▶ [EXERCISE DETAILS] List all lines of the data that include the string "absolute".

▶ [DATASET EXCERPTS]
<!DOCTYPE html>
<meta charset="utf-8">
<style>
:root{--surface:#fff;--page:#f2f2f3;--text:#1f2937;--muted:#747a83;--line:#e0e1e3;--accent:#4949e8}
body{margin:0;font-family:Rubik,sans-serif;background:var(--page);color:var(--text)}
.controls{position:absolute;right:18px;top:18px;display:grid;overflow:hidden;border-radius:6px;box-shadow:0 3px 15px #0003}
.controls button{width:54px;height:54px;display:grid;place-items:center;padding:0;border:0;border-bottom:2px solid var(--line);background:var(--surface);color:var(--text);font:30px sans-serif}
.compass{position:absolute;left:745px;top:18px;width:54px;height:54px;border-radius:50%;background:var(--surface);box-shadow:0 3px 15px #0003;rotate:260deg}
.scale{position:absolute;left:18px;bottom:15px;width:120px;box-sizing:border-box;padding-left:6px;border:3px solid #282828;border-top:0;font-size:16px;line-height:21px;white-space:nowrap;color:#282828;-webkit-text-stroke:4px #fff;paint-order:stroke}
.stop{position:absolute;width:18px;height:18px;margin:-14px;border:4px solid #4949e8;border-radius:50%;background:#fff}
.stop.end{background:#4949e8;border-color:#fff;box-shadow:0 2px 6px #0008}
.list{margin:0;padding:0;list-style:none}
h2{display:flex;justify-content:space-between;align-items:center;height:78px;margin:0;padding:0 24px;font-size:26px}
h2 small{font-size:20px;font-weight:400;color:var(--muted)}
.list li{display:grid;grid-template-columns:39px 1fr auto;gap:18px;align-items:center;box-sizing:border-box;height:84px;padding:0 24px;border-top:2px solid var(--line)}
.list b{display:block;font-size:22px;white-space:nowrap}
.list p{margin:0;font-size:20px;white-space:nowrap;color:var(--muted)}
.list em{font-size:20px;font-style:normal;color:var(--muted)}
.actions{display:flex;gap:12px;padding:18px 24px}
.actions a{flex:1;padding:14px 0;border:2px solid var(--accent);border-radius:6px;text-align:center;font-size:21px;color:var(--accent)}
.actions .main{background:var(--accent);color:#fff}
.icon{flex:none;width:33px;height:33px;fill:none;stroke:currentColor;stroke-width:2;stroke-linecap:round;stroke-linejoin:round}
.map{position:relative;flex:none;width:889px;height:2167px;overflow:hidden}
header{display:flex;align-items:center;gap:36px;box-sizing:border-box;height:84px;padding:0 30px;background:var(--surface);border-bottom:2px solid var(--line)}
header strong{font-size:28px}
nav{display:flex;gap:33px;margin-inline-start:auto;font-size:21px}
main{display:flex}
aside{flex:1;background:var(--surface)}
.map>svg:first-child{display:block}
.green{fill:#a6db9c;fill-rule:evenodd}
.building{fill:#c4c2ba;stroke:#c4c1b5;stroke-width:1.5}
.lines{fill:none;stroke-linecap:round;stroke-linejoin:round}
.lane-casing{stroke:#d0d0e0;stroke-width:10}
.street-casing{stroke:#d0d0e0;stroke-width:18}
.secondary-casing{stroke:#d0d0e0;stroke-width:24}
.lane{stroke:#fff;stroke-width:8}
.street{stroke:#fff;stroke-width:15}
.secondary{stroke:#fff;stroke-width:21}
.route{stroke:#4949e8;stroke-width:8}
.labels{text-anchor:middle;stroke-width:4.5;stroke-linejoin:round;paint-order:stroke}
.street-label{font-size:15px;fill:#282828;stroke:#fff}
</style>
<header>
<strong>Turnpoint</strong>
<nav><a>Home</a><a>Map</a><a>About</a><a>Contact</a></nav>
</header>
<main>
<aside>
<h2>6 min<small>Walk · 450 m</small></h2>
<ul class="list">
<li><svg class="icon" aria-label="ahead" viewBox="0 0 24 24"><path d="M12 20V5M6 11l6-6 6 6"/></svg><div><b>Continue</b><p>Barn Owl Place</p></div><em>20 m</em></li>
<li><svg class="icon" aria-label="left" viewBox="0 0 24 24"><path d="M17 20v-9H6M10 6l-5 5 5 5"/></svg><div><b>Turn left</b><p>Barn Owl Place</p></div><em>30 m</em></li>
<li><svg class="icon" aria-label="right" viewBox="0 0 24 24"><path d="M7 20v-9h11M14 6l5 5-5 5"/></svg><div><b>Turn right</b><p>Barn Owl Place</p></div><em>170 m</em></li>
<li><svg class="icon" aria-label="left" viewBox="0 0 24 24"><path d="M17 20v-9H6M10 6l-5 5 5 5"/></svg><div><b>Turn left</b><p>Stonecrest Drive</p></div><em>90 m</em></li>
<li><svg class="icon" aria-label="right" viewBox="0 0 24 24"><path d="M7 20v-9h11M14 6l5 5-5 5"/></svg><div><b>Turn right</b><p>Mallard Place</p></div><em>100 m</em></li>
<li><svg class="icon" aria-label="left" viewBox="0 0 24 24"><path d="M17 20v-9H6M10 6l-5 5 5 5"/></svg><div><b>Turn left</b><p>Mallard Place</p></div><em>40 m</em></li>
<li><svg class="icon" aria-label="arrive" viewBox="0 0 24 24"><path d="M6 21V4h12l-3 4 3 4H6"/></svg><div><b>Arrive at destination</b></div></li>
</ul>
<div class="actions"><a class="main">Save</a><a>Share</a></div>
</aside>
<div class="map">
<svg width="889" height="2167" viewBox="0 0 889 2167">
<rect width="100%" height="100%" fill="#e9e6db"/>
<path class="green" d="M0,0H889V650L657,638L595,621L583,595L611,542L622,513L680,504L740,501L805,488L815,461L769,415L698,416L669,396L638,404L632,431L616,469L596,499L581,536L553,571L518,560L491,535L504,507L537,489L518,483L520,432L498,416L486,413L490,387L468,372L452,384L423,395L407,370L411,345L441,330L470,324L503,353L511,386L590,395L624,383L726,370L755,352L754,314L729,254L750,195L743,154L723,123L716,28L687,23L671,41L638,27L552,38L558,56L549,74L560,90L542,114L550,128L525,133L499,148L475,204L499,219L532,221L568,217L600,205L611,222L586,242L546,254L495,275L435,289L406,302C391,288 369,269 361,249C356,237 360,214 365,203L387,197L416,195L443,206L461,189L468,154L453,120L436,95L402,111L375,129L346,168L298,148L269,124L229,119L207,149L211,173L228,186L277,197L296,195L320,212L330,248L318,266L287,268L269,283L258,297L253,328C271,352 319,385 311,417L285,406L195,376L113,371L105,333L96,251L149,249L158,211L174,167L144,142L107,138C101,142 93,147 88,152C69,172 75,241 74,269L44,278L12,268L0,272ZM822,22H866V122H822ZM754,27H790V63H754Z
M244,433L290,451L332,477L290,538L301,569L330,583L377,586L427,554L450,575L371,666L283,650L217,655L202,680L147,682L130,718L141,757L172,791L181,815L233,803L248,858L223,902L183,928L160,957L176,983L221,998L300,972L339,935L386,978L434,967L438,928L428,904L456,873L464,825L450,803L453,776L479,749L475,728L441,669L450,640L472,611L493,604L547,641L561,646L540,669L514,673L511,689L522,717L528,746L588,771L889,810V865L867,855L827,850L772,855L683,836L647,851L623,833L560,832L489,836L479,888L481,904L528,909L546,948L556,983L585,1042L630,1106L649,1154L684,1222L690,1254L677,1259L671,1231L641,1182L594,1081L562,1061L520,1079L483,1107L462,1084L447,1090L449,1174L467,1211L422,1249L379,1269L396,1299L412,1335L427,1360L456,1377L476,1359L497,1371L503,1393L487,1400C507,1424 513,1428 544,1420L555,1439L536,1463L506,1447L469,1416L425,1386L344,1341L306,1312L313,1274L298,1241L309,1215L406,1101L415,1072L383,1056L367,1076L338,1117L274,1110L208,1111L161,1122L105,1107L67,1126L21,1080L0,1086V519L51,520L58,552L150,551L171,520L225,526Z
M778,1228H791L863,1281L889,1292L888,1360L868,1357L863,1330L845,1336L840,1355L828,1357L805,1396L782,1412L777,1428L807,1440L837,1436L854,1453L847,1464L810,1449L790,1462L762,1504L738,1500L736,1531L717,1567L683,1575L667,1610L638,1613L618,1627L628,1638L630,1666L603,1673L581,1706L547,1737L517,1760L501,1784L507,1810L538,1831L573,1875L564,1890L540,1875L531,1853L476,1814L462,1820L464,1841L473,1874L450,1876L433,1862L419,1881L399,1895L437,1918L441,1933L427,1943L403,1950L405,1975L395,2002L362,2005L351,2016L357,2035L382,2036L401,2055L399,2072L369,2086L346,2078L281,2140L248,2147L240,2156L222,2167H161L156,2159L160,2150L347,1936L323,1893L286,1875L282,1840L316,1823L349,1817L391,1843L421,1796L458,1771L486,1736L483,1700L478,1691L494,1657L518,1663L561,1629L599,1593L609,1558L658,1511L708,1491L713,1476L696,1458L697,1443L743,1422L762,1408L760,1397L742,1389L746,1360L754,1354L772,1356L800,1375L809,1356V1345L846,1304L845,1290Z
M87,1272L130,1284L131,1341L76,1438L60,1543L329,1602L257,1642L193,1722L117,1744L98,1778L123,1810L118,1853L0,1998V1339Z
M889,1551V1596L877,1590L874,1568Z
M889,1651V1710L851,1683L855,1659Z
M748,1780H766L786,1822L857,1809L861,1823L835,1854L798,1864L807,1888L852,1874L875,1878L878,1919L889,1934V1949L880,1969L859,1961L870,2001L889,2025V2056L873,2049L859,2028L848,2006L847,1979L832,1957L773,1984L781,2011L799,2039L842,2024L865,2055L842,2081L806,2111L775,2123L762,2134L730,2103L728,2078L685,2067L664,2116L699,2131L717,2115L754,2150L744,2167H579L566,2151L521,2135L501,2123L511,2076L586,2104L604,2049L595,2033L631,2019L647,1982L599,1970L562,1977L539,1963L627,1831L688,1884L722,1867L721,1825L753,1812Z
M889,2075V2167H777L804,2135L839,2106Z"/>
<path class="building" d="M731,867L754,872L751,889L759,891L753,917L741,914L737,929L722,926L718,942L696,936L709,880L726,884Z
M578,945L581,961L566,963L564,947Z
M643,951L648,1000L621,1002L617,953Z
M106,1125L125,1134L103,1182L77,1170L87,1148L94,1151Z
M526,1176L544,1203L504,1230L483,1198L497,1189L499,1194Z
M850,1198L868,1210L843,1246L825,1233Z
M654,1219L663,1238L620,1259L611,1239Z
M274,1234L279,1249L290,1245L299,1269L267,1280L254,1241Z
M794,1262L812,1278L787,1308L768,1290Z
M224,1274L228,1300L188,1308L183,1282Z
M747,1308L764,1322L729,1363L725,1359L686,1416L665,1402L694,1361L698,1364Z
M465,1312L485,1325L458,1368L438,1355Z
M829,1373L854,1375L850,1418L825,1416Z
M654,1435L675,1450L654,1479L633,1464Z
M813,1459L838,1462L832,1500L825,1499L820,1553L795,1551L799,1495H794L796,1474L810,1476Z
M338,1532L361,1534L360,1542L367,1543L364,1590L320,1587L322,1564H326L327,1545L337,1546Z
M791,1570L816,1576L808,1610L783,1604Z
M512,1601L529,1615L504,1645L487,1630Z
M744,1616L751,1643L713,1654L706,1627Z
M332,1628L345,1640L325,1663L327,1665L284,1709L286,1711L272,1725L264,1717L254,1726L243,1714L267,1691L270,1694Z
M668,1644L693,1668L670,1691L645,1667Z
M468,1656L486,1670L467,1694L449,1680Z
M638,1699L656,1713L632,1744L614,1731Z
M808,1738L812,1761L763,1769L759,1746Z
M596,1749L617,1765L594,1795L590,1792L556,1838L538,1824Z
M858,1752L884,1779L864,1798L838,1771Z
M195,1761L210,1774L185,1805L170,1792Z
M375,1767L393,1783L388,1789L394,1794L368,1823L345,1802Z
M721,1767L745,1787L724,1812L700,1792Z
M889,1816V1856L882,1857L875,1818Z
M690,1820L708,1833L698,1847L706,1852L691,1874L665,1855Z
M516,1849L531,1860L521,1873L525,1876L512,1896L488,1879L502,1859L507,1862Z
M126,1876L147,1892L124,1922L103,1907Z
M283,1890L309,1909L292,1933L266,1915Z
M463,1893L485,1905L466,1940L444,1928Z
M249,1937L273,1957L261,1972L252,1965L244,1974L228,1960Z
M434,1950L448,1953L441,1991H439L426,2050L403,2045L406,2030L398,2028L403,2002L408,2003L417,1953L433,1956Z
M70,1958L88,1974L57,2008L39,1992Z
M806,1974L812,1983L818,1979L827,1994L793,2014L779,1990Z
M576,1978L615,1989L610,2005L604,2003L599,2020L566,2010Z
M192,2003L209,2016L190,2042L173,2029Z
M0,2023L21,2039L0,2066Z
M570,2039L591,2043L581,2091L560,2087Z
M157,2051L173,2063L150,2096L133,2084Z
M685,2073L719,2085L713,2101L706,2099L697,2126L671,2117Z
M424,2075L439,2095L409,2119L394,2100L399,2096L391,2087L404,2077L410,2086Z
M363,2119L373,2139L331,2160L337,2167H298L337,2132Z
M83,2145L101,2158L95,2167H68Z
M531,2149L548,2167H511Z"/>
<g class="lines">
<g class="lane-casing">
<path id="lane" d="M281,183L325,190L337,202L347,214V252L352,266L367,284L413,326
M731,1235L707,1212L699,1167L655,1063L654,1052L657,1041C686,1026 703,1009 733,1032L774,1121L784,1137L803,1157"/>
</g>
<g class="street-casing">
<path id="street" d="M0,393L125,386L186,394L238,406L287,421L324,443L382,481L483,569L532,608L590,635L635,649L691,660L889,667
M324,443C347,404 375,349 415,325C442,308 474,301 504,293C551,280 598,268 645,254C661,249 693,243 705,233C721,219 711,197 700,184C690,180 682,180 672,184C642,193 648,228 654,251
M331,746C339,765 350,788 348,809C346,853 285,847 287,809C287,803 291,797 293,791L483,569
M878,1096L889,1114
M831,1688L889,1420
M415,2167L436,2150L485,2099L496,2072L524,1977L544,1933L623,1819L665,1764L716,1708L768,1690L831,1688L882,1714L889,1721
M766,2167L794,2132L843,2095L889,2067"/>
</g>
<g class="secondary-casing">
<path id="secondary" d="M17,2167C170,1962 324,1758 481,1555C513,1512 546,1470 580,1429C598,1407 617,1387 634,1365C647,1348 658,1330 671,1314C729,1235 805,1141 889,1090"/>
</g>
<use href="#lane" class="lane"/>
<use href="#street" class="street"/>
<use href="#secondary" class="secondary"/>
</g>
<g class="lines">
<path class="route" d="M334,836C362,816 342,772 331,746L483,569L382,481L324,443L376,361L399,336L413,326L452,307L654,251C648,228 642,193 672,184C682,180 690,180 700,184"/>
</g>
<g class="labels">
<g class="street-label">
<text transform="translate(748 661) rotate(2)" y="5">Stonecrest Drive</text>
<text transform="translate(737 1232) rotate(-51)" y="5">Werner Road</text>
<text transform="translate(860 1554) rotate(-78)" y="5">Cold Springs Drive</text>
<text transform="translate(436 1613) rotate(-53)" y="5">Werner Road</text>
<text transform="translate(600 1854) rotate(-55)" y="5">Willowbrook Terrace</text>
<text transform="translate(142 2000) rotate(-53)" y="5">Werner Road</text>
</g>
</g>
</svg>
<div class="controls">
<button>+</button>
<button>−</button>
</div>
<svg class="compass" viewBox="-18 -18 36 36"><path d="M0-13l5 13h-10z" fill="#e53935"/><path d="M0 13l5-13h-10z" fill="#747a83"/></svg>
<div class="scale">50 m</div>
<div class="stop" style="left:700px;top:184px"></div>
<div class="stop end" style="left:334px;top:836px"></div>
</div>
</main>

▶ [THE ANSWER]
.controls{position:absolute;right:18px;top:18px;display:grid;overflow:hidden;border-radius:6px;box-shadow:0 3px 15px #0003}
.compass{position:absolute;left:745px;top:18px;width:54px;height:54px;border-radius:50%;background:var(--surface);box-shadow:0 3px 15px #0003;rotate:260deg}
.scale{position:absolute;left:18px;bottom:15px;width:120px;box-sizing:border-box;padding-left:6px;border:3px solid #282828;border-top:0;font-size:16px;line-height:21px;white-space:nowrap;color:#282828;-webkit-text-stroke:4px #fff;paint-order:stroke}
.stop{position:absolute;width:18px;height:18px;margin:-14px;border:4px solid #4949e8;border-radius:50%;background:#fff}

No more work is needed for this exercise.